Can long-distance dispersal be inferred from the New Zealand plant fossil record?
Australian Journal of Botany
49(3) 357 - 366
AbstractNew Zealand is generally thought to have been physically isolated from the rest of the world for over 60 million years. But physical isolation may not mean biotic isolation, at least on the time scale of millions of years. Are New Zealand’s present complement of plants the direct descendants of what originally rafted from Gondwana? Or has there been total extinction of this initial flora with replacement through long-distance dispersal (a complete biotic turnover)? These are two possible extremes which have come under recent discussion. Can the fossil record be used to decide the relative importance of the two endpoints, or is it simply too incomplete and too dependent on factors of chance? This paper suggests two approaches to the problem—the use of statistics to apply levels of confidence to first appearances in the fossil record and the analysis of trends based on the entire palynorecord.

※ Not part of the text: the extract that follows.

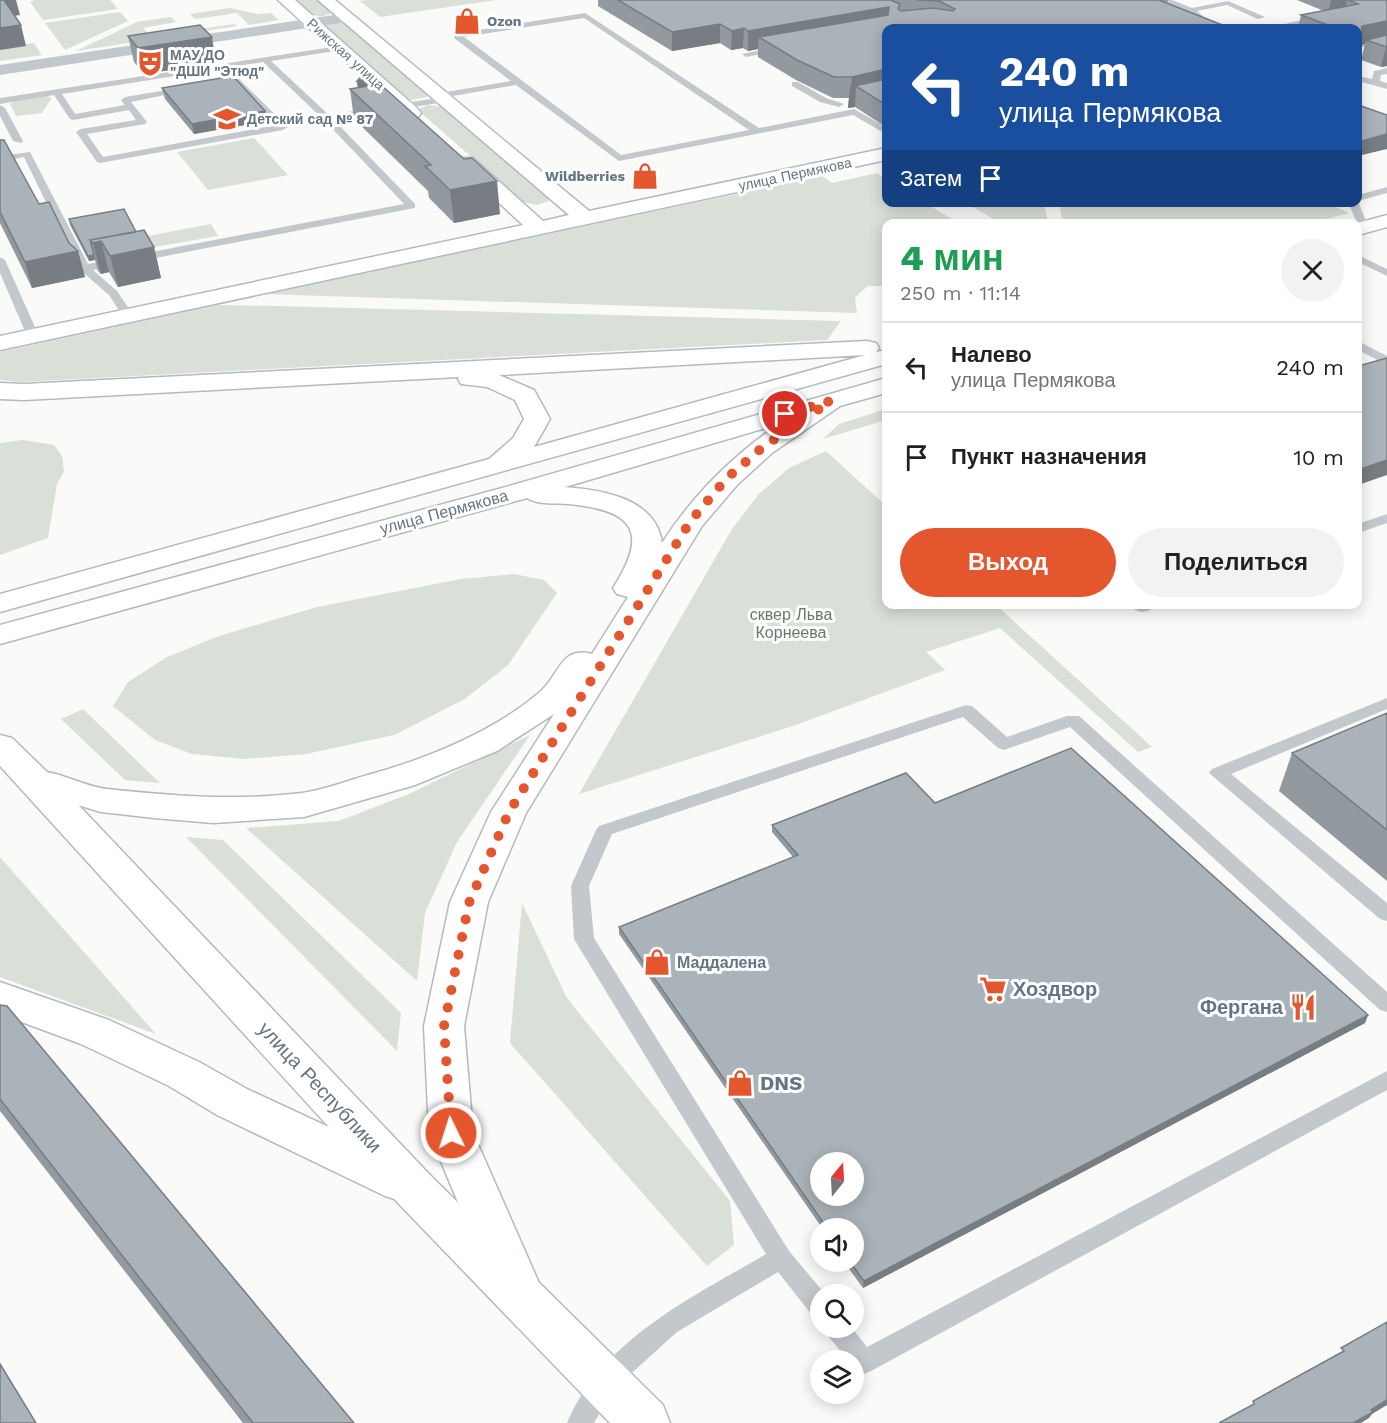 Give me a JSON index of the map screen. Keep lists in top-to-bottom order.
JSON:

Statistics can suggest that the first appearance of a taxon was after New Zealand broke away from Gondwana—as long as the first appearance in the record was not due to an increase in biomass from an initially rare state. Two observations can be drawn from the overall palynorecord that are independent of changes in biomass:
(1) The first appearance of palynotaxa common to both Australia and New Zealand is decidedly non-random. Most taxa occur first in Australia. This suggests a bias in air or water transport from west to east.
(2) The percentage of endemic palynospecies in New Zealand shows no simple correlation with the time New Zealand drifted into isolation.
The conifer macrorecord also hints at complete turnover since the Cretaceous.